To cast an eye over old things, to glimpse that which is enthralling and disturbing at the edge of the frame, to fail to see straight even as one gazes in fear and fascination: this skewed, distracted vision is a recurrent feature of the ghost stories of M. R. James, where we peer through a spectral frame that confines and confounds the eye. Our eye catches something extra that is not just incidental or accidental, but it is a 'something' that re-frames the scene we survey and attempt to comprehend. In a typical James story, the random or unassuming detail suddenly assumes an alien or unsettling aspect, as he outlined in his introduction to V. H. Collins's collection, Ghosts and Marvels: A Selection of Uncanny Tales, in 1924:

Let us, then, be introduced to the actors in a placid way; let us see them going about their ordinary business, undisturbed by forebodings, pleased with their surroundings; and into this calm environment let the ominous thing put out its head, unobtrusively at first, and then more insistently, until it holds the stage.1

From the edge of the frame, the insistent 'ominous thing' emerges to challenge idle observation: to cast an eye over the familiar is to summon or awaken that which lurks in the margins.
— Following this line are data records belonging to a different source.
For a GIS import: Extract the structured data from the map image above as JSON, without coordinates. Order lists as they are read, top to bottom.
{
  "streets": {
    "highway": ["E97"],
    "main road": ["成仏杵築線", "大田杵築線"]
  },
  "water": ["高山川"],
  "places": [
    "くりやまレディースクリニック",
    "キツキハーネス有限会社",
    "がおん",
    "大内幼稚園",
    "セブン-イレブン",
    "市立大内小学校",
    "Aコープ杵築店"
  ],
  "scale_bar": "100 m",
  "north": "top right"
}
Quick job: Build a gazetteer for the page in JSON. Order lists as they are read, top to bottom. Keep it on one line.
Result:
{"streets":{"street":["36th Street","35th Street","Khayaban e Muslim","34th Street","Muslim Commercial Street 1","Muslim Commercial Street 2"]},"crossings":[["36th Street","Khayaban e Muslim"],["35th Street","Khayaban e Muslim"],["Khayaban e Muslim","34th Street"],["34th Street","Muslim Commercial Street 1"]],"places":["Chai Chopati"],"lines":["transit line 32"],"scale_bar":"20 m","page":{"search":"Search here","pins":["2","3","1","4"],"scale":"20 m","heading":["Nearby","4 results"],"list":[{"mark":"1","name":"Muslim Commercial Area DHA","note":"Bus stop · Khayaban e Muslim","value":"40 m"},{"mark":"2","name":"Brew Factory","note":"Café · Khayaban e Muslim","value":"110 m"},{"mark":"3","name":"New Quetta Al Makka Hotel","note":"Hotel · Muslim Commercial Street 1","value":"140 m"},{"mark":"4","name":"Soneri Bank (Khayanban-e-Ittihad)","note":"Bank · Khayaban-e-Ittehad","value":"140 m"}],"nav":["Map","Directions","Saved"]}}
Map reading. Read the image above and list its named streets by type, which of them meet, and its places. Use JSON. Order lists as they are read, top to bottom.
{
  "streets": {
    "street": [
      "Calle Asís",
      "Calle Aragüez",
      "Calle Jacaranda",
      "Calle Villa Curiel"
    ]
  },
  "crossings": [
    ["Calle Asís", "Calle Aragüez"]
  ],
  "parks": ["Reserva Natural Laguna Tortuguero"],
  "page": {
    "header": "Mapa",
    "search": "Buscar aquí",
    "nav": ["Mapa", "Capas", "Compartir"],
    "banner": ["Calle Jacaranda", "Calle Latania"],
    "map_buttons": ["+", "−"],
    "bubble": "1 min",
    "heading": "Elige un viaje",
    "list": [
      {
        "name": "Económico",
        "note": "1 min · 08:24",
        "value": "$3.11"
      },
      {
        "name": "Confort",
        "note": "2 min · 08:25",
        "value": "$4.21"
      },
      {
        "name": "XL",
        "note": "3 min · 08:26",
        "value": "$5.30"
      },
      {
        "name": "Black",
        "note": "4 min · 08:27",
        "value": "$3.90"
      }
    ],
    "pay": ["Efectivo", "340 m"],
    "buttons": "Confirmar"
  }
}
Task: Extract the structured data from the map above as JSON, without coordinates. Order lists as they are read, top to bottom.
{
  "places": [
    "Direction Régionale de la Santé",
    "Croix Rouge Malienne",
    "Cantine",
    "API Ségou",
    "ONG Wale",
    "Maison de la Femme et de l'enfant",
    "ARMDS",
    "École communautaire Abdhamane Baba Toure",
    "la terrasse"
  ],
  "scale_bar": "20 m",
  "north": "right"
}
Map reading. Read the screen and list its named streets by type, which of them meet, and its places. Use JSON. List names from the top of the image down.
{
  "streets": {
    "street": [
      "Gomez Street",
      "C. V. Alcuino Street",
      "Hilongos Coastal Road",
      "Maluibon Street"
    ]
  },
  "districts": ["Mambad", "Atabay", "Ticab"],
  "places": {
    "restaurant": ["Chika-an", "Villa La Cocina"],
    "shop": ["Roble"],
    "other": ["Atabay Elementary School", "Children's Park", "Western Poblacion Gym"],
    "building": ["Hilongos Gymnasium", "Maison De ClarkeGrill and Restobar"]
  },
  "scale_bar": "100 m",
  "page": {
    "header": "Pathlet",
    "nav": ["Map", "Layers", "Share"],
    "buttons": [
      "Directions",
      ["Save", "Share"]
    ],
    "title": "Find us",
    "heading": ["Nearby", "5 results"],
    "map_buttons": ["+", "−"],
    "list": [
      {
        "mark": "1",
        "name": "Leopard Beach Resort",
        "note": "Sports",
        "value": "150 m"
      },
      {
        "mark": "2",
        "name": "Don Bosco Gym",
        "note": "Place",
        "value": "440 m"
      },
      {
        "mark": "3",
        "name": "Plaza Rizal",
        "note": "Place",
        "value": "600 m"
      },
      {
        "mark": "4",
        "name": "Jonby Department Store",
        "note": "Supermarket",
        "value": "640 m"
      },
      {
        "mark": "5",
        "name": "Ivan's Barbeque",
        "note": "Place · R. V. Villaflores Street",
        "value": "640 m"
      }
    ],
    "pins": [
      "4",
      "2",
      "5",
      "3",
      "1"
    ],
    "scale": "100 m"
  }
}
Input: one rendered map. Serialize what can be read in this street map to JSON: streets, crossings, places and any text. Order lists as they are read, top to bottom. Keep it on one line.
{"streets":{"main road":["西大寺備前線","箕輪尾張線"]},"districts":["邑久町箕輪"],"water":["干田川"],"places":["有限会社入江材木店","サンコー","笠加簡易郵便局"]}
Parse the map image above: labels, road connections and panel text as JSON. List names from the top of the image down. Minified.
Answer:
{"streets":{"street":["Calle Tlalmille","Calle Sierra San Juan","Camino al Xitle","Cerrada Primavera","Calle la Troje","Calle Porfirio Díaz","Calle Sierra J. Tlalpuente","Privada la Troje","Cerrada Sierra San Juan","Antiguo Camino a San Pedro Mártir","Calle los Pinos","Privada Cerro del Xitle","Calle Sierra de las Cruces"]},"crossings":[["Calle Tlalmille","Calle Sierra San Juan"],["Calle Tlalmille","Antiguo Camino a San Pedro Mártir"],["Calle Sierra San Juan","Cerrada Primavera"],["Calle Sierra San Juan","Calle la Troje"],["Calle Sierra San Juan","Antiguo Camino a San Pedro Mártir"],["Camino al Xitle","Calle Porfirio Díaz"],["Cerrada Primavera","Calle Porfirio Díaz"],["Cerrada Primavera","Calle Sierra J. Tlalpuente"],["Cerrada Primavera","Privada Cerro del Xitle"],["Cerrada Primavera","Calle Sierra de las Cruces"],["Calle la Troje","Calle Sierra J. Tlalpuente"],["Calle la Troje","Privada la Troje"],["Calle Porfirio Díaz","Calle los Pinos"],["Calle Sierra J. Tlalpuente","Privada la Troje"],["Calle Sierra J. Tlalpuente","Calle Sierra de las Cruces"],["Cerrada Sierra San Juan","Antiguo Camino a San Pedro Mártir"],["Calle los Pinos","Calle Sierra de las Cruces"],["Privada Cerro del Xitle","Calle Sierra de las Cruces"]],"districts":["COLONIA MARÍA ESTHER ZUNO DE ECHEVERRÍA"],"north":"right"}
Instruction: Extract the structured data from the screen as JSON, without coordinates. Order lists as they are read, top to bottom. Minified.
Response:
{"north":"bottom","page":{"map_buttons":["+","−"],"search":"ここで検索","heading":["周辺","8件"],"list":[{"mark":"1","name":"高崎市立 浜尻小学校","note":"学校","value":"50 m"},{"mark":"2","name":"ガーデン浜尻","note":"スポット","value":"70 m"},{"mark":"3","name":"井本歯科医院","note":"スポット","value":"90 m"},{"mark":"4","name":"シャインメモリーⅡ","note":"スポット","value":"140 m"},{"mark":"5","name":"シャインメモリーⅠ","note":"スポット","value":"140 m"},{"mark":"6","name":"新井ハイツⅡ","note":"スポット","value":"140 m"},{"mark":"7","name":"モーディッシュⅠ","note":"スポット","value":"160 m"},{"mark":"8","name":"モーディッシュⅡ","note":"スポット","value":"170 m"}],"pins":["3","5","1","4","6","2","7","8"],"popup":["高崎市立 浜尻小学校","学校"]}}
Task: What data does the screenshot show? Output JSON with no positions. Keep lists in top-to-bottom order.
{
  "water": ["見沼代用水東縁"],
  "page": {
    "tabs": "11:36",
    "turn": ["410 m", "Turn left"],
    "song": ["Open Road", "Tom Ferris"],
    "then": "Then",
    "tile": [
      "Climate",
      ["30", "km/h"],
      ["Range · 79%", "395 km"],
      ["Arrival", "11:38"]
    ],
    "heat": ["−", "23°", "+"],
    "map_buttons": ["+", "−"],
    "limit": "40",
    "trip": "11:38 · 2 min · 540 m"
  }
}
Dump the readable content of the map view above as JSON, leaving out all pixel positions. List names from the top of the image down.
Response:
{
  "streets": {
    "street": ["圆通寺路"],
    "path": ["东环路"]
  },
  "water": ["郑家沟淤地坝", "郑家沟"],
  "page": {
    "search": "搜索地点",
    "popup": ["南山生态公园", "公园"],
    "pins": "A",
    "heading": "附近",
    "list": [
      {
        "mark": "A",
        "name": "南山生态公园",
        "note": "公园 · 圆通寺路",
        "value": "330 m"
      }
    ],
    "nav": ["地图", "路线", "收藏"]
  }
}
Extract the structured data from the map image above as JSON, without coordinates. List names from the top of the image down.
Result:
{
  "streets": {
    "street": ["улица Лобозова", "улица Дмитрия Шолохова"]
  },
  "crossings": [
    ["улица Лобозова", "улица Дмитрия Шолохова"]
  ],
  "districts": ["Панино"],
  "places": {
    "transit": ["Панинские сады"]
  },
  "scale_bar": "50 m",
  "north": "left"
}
The phrase 'to cast an eye' has a number of suggestive associations: it implies the speculative, casual look, but 'cast' can also refer to a twist or inclination in vision. In James's stories, the eye never ranges too freely or clearly; invariably, it falls upon a sight that thwarts perception or casts it adrift. By way of an exchange of glances between his ghost stories and Hoffmann's 'The Sandman' and Margaret Oliphant's 'The Library Window', this essay will suggest that the haunted edge of vision, which reels in the observer, is a recurrent signature (or a persistent mark, perhaps, in the margin) of the Gothic.

On the Edge

James has never been fully in the frame as a figure in the Gothic tradition, despite his acknowledged influence on the English ghost story. His background and public persona - we think here of his academic renown in the fields of palaeography, biblical studies, medieval art and iconography, or the ritual of reading a new ghost story each Christmas to friends at King's, Cambridge - allied to the limited palette of tone, setting and characterisation in the stories, hardly seem to place him at the experimental edge of supernatural fiction. As Michael Cox observes, the antiquarian and scholarly trappings of James's stories are more than technical devices to 'suspend the reader's disbelief'; they also introduce a faintly self-mocking note.2 There is also a markedly ironic attitude towards the conventions of the Gothic. While the stories are often set in hallowed ground - churches, cathedrals and the college rooms of ancient Universities - the ghostly is equally likely to invade modest country houses, the genteel suburbs and boarding-houses in seaside resorts. These settings appear to be wan imitations or hollowed-out parodies of 'original' Gothic architecture, with its ruins, castles, cavernous interiors and sublime vistas that physically embody morbid symptoms. James's stories distrust a depth of perspective; his protagonists may show a fascination with the past, but to dwell there courts danger. In 'An Episode of Cathedral History', Gothic Revival renovations lay waste to 'beautiful wainscot oak' and 'lovely old gilding work', but this attempt to fashion an alternative heritage opens a space in the altar within which a recrudescent demonic force can lurk.3

James's self-deprecating authorial persona, and the carefully cultivated sense that the tales were merely jeux d'esprit, has led critics to overlook the subtlety and complexity of his stories. David Punter argues that, in his ironic familiarity with the assumptions of Gothic, James establishes 'a dialectic of the predictable'.4 Punter remarks that the principal interest of the ghost story in the twentieth century is concentrated on 'a single dialectic . …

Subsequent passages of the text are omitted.